Task directions: Return the data below in full, exactly as it stands.

Stored data entries:
>>>>

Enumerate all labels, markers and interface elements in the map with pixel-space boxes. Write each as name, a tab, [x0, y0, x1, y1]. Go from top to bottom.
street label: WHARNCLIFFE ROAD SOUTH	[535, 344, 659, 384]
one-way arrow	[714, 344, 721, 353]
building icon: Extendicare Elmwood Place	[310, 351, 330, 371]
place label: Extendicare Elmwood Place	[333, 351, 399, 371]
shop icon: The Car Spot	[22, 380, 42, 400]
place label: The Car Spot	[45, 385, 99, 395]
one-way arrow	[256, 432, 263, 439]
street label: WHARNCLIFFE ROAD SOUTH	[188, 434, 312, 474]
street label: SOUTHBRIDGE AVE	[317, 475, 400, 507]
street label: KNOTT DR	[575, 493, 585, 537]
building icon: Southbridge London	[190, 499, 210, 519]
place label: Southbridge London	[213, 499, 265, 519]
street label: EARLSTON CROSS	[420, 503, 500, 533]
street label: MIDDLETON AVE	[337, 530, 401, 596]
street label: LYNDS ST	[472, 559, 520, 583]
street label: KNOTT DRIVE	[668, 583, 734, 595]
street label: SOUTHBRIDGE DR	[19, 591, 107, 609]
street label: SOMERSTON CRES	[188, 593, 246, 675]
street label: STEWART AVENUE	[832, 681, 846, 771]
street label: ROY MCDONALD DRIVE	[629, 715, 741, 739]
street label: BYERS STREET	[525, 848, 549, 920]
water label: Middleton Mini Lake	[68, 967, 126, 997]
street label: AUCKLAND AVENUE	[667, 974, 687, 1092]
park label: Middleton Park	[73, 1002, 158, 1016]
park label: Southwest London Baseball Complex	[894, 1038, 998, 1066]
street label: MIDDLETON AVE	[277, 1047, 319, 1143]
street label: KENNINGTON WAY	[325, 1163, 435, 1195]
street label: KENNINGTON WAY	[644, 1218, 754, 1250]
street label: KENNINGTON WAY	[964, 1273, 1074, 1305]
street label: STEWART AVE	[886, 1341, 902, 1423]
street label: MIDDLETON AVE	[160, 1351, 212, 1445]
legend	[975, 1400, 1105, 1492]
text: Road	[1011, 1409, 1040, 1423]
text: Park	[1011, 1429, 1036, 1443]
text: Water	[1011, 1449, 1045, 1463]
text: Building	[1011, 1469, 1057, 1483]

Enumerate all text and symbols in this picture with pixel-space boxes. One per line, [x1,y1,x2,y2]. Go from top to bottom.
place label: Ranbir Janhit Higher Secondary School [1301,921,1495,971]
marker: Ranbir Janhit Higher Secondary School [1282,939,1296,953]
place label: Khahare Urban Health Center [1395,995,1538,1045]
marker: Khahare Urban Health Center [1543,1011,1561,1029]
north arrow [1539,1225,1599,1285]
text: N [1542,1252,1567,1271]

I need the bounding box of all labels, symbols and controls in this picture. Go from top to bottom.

<<<<

Finished task:
Enumerate all labels, markers and interface elements in the map with pixel-space boxes. Write each as name, a tab, [x0, y0, x1, y1]. Go from top to bottom.
street label: WHARNCLIFFE ROAD SOUTH	[535, 344, 659, 384]
one-way arrow	[714, 344, 721, 353]
building icon: Extendicare Elmwood Place	[310, 351, 330, 371]
place label: Extendicare Elmwood Place	[333, 351, 399, 371]
shop icon: The Car Spot	[22, 380, 42, 400]
place label: The Car Spot	[45, 385, 99, 395]
one-way arrow	[256, 432, 263, 439]
street label: WHARNCLIFFE ROAD SOUTH	[188, 434, 312, 474]
street label: SOUTHBRIDGE AVE	[317, 475, 400, 507]
street label: KNOTT DR	[575, 493, 585, 537]
building icon: Southbridge London	[190, 499, 210, 519]
place label: Southbridge London	[213, 499, 265, 519]
street label: EARLSTON CROSS	[420, 503, 500, 533]
street label: MIDDLETON AVE	[337, 530, 401, 596]
street label: LYNDS ST	[472, 559, 520, 583]
street label: KNOTT DRIVE	[668, 583, 734, 595]
street label: SOUTHBRIDGE DR	[19, 591, 107, 609]
street label: SOMERSTON CRES	[188, 593, 246, 675]
street label: STEWART AVENUE	[832, 681, 846, 771]
street label: ROY MCDONALD DRIVE	[629, 715, 741, 739]
street label: BYERS STREET	[525, 848, 549, 920]
water label: Middleton Mini Lake	[68, 967, 126, 997]
street label: AUCKLAND AVENUE	[667, 974, 687, 1092]
park label: Middleton Park	[73, 1002, 158, 1016]
park label: Southwest London Baseball Complex	[894, 1038, 998, 1066]
street label: MIDDLETON AVE	[277, 1047, 319, 1143]
street label: KENNINGTON WAY	[325, 1163, 435, 1195]
street label: KENNINGTON WAY	[644, 1218, 754, 1250]
street label: KENNINGTON WAY	[964, 1273, 1074, 1305]
street label: STEWART AVE	[886, 1341, 902, 1423]
street label: MIDDLETON AVE	[160, 1351, 212, 1445]
legend	[975, 1400, 1105, 1492]
text: Road	[1011, 1409, 1040, 1423]
text: Park	[1011, 1429, 1036, 1443]
text: Water	[1011, 1449, 1045, 1463]
text: Building	[1011, 1469, 1057, 1483]

Enumerate all text and symbols in this picture with pixel-space boxes. One per line, [x1,y1,x2,y2]. Go from top to bottom.
place label: Ranbir Janhit Higher Secondary School [1301,921,1495,971]
marker: Ranbir Janhit Higher Secondary School [1282,939,1296,953]
place label: Khahare Urban Health Center [1395,995,1538,1045]
marker: Khahare Urban Health Center [1543,1011,1561,1029]
north arrow [1539,1225,1599,1285]
text: N [1542,1252,1567,1271]

I need the bounding box of all labels, symbols and controls in this picture. Go from top to bottom.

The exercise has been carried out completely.